Mr. Eamonn Donnelly mentioned work practices. There is no point in us appearing before this committee and saying that everybody else must change but we need not. Health professionals must change. We must have different models of care and we must liberate and complement one other. We do not, and cannot, survive on a medical model of care for our public health service. It must be one that is originated by the right person in the right place empowered to do it. That is the reason we are calling for regulation and independent inspection, so one can cross-check all of those things happening all of the time. Nobody has a divine right to walk away from public scrutiny when it comes to health. That is the reason we include regulation and inspection.

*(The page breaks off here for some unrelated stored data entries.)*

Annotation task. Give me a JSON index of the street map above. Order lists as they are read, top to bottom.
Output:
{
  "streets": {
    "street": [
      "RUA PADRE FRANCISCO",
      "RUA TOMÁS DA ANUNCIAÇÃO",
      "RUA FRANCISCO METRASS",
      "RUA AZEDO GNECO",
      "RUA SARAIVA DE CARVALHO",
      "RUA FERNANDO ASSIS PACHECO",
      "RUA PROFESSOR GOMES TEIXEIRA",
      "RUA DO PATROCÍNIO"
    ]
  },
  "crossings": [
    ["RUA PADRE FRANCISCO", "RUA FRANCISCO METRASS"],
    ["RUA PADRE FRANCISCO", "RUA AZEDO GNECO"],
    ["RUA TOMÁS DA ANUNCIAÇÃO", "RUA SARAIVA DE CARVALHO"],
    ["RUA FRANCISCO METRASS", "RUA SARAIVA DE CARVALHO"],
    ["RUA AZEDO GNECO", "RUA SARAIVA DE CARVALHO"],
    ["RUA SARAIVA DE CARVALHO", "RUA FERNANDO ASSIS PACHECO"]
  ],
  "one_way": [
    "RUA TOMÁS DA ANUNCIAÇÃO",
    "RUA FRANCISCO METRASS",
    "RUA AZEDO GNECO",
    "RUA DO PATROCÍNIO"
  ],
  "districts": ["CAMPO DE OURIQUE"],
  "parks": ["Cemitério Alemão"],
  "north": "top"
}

What is the one thing we could do now? Mr. Paul Bell touched on that. What we must do now is staff our health service properly to meet the demands being placed upon it. For example, we train 100 public health nurses per year. In the first six months of this year there were 41 fewer public health nurses in the public health service than there were in the service at the beginning of the year, because we cannot replace them. We require massive investment in a training programme for 200 public health nurses per year, at a minimum, and we must increase staff. Mr. Paul Bell is correct about health care assistants and home help personnel. It is not all about high-level consultants, multi-qualified nurses and so forth. It is about the whole team situation and one cannot achieve that, with respect, by paying the minimum wage to people providing home care. In many areas of this country, home care cannot be provided, even though there is the money, because the service cannot get the staff. The end product is that Mr. or Mrs. Murphy sooner or later ends up back in the emergency department because they could not get the support. The minimum wage will not cut it. The one thing we could do is invest in the one thing every health service needs - motivated staff. We are depleted in that regard at present.